Entscheidungsstichwort (Thema)

Verlängerung der Befristungshöchstdauer in der Postdoc-Phase durch Anrechnung von Promotionszeiten ohne Beschäftigung auf die Bonuszeiten. Weiterbeschäftigung eines wissenschaftlichen Mitarbeiters am Fachbereich Psychologie der Universität Hamburg bis zum rechtskräftigen Abschluss des Rechtsstreits

 

Leitsatz (amtlich)

1. Nach § 2 Abs. 1 Satz 2 Halbs. 2 WissZeitVG verlängert sich die zulässige Befristungsdauer in der Postdoc-Phase von höchstens sechs Jahren in dem Umfang, in dem Zeiten einer befristeten Beschäftigung und Promotionszeiten ohne Beschäftigung nach § 2 Abs. 1 Satz 1 WissZeitVG zusammen weniger als sechs Jahre betragen haben.
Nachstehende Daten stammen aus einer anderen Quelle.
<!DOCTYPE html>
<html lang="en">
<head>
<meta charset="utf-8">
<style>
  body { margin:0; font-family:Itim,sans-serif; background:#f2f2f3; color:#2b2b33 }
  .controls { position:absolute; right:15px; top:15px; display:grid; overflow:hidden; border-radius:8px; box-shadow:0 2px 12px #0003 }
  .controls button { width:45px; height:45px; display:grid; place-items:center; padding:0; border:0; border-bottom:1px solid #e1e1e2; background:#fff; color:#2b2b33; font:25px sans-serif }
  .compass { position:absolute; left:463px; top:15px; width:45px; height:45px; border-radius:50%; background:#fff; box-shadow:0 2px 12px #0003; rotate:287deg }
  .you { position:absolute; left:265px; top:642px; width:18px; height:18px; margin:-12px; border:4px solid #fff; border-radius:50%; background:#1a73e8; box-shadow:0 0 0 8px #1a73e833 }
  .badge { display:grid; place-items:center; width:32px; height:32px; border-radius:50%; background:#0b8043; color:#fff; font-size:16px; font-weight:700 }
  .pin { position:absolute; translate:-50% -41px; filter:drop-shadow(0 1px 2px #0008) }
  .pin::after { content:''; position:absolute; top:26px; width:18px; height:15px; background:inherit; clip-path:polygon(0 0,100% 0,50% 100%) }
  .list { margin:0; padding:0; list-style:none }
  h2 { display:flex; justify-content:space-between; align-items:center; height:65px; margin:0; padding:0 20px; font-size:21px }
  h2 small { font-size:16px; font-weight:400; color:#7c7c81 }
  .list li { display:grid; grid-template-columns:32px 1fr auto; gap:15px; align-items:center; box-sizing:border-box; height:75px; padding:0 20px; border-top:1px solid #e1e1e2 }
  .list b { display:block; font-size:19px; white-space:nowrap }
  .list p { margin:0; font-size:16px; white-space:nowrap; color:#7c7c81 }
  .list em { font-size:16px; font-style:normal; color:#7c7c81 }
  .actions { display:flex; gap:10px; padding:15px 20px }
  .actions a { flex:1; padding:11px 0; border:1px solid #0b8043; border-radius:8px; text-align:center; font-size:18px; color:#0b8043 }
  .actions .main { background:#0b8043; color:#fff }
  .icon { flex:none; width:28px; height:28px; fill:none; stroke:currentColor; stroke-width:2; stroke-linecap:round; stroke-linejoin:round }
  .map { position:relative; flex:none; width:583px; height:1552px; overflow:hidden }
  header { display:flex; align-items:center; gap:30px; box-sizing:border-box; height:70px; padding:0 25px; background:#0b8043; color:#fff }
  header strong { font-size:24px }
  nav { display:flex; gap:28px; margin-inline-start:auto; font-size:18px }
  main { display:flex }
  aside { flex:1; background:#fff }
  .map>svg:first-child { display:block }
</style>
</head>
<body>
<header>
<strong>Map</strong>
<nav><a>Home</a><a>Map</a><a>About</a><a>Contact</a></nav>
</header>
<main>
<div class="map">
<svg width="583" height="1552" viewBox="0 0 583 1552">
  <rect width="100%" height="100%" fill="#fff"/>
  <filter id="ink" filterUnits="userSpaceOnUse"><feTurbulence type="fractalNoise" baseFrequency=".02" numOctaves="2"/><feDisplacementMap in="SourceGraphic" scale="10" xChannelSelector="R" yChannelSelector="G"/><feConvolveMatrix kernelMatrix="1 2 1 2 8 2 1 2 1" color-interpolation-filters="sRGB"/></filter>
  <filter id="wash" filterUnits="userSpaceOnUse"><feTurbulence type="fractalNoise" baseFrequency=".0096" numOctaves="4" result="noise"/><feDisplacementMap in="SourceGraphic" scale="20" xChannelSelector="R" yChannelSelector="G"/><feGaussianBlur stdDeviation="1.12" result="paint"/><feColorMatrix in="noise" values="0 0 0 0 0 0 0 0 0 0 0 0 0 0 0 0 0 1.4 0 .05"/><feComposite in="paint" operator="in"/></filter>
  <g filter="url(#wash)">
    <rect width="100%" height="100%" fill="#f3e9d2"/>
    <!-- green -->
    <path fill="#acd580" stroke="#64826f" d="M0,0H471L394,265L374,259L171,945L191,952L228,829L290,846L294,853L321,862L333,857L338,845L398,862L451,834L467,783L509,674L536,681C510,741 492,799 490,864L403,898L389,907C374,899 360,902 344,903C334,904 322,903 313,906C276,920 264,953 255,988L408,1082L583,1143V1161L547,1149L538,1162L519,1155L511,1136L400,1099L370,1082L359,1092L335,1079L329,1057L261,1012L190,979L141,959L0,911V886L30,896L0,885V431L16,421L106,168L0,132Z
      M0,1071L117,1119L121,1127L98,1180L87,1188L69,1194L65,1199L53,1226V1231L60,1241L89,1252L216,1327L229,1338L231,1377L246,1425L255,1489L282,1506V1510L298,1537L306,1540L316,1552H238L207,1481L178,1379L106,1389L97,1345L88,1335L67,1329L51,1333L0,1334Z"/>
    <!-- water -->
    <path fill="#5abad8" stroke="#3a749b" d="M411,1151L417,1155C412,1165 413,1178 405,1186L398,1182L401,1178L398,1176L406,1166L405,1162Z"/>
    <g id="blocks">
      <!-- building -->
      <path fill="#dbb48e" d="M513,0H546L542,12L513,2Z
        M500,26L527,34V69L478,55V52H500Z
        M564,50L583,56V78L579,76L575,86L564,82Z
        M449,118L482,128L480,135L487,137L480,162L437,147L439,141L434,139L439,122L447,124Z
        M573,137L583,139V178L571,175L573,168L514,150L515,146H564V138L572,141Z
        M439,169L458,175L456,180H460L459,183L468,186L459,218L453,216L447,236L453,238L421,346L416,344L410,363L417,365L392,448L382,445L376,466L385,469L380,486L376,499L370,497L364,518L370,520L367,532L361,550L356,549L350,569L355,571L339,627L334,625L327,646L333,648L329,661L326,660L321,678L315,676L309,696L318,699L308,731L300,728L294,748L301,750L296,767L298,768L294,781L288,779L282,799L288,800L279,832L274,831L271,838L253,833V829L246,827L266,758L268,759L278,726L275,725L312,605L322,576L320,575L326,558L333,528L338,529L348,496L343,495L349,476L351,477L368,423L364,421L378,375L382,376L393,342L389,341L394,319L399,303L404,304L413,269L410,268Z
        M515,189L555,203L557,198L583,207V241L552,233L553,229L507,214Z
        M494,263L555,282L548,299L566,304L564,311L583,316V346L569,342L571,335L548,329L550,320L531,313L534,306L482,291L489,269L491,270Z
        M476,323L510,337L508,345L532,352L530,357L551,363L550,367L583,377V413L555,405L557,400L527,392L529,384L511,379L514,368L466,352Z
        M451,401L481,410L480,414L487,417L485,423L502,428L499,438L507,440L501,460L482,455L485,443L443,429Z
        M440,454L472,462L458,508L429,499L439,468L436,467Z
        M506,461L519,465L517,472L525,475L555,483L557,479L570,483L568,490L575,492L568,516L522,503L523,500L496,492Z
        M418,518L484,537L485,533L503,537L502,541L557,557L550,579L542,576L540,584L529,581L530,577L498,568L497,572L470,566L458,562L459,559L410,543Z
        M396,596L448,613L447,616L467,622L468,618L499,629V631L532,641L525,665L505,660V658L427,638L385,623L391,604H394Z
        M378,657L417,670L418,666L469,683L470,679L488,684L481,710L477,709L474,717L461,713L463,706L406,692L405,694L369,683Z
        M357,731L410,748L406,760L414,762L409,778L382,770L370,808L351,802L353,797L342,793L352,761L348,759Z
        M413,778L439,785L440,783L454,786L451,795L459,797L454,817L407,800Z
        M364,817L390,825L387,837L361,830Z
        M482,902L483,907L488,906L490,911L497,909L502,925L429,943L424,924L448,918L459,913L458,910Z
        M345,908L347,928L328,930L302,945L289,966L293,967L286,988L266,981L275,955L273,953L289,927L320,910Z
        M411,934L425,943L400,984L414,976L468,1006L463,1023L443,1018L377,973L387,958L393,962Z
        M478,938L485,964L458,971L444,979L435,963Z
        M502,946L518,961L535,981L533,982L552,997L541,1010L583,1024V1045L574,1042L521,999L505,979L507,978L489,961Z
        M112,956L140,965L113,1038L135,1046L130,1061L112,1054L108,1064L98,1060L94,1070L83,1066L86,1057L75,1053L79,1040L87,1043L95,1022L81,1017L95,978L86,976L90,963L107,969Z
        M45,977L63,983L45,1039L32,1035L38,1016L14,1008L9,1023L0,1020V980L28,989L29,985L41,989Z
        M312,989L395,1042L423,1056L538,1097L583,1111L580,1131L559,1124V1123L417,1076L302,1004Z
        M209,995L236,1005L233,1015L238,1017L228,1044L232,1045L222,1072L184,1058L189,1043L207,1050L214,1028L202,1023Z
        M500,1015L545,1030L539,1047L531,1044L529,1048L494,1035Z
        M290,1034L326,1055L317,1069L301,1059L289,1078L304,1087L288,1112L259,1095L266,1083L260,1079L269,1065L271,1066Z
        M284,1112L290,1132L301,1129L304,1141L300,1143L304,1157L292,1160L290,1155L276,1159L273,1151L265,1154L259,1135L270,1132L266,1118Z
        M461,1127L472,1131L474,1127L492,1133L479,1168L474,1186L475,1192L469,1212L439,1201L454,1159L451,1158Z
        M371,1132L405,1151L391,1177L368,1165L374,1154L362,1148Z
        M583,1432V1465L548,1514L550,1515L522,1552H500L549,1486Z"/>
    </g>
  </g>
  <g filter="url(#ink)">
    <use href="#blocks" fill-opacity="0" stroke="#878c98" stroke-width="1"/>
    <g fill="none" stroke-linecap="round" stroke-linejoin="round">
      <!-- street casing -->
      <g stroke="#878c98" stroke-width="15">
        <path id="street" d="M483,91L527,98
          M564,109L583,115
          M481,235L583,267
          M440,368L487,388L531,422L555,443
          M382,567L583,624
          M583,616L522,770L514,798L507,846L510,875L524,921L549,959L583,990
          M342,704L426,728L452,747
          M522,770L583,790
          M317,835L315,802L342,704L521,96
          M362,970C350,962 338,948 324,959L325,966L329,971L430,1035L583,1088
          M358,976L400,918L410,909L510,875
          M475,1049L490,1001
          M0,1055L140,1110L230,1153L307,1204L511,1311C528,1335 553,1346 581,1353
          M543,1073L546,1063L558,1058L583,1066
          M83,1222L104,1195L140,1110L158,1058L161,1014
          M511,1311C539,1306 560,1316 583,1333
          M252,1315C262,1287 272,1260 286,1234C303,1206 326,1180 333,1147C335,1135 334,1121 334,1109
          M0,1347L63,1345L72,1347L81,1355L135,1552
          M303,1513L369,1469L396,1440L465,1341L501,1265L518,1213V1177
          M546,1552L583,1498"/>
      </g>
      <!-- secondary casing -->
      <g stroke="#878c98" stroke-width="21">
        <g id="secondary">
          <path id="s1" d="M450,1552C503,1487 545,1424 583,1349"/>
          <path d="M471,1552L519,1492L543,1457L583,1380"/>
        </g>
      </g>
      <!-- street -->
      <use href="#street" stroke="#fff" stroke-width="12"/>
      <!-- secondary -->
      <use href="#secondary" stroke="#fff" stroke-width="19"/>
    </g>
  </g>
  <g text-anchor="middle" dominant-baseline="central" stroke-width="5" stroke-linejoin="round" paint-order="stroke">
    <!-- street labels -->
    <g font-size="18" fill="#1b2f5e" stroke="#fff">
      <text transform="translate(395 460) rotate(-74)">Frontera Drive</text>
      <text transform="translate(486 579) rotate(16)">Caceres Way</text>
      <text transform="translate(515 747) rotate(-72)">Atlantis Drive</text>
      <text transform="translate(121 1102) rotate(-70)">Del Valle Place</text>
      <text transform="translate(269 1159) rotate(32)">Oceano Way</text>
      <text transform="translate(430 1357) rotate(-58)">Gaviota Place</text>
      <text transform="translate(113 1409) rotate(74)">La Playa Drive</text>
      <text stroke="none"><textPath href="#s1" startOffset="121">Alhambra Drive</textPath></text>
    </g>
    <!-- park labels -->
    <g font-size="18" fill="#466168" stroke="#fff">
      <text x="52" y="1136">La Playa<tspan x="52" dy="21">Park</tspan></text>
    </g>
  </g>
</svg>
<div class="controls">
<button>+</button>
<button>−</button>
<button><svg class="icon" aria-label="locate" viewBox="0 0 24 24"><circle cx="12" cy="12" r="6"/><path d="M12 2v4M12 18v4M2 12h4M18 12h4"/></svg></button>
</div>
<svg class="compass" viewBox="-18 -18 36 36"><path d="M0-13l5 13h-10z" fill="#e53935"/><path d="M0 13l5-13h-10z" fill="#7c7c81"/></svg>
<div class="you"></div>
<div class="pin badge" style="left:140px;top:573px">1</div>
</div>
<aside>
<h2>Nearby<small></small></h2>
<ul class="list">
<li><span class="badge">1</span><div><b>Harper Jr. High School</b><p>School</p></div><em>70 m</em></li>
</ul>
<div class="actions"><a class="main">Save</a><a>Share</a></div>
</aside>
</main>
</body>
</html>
2. Für den Beginn der Promotion ist grundsätzlich an ein im Landesrecht oder im Satzungsrecht der Universität vorgesehenes formales Ereignis anzuknüpfen. Als "Promotionszeiten ohne Beschäftigung" können nur Zeiten nach Beginn der Promotion anerkannt werden (siehe BAG Urt. v. 23.03.2016, 7 AZR 70/14, juris Rn 47).

3. Die Entscheidung des Prüfungsausschusses über die Zulassung zur Promotion nach § 3 Abs. 1 der Promotionsordnung des Fachbereichs Psychologie der Universität Hamburg ist ein solches formales Ereignis, das den Zeitpunkt des Beginns der Promotion bestimmt. Nach diesem Zeitpunkt liegende Zeiträume der Befassung mit der Promotion sind nach § 2 Abs. 1 Satz 2 Halbs. 2 WissZeitVG auf die Höchstbefristungsdauer anzurechnen.

 

Normenkette

WissZeitVG § 2 Abs. 1, §§ 5, 2 Abs. 1 Sätze 1, 2 Hs. 2

 

Verfahrensgang

ArbG Hamburg (Entscheidung vom 02.03.2017; Aktenzeichen 7 Ca 337/16)

 

Tenor

Auf die Berufung des Klägers wird das Urteil des Arbeitsgerichts Hamburg vom 2. März 2017 - Az. 7 Ca 337/16 - abgeändert.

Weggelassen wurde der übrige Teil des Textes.